====== Supplied entries ======

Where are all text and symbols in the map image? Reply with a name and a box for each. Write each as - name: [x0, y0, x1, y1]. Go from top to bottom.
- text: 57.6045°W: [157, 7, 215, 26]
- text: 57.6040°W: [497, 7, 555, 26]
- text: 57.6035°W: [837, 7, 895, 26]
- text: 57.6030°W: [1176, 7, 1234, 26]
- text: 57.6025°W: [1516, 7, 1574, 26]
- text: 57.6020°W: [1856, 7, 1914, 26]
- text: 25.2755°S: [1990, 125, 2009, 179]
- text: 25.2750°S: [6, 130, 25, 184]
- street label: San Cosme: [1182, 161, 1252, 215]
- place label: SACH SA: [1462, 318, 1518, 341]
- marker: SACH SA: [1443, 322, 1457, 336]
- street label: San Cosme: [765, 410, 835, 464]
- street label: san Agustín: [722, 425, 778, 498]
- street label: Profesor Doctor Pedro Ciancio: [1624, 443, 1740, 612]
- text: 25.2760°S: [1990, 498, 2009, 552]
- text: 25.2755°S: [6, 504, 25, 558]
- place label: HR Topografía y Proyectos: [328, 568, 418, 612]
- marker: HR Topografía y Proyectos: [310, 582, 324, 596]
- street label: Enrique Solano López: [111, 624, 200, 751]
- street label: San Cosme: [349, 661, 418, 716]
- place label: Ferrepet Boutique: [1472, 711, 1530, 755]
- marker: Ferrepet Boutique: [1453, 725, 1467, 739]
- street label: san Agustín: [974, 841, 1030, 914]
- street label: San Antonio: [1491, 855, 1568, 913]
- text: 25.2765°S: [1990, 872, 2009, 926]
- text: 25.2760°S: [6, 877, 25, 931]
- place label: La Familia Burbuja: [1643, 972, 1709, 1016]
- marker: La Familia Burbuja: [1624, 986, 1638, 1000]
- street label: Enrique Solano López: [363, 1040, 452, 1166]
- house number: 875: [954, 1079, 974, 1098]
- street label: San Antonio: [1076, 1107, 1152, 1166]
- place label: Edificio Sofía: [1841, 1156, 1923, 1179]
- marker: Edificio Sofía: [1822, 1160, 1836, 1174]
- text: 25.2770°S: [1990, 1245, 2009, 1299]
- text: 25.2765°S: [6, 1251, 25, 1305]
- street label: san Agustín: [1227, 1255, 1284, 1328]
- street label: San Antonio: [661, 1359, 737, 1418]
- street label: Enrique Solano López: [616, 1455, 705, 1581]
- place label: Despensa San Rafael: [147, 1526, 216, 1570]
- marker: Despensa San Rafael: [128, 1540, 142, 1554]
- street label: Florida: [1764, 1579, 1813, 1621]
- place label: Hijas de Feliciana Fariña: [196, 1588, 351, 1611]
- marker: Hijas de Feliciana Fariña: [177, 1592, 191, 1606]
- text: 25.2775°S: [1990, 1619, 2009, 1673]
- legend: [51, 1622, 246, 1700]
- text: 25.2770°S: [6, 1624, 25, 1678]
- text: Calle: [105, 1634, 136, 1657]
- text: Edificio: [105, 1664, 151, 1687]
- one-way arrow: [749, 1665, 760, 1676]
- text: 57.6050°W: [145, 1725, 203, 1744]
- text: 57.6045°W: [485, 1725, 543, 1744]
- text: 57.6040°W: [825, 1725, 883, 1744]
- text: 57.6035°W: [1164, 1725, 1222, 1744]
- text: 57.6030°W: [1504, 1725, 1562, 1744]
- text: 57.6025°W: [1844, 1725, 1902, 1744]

======

### To do:
All lines of the records above that contain the word "Proyectos" are to be copied out.

### Response for this exercise:
- place label: HR Topografía y Proyectos: [328, 568, 418, 612]
- marker: HR Topografía y Proyectos: [310, 582, 324, 596]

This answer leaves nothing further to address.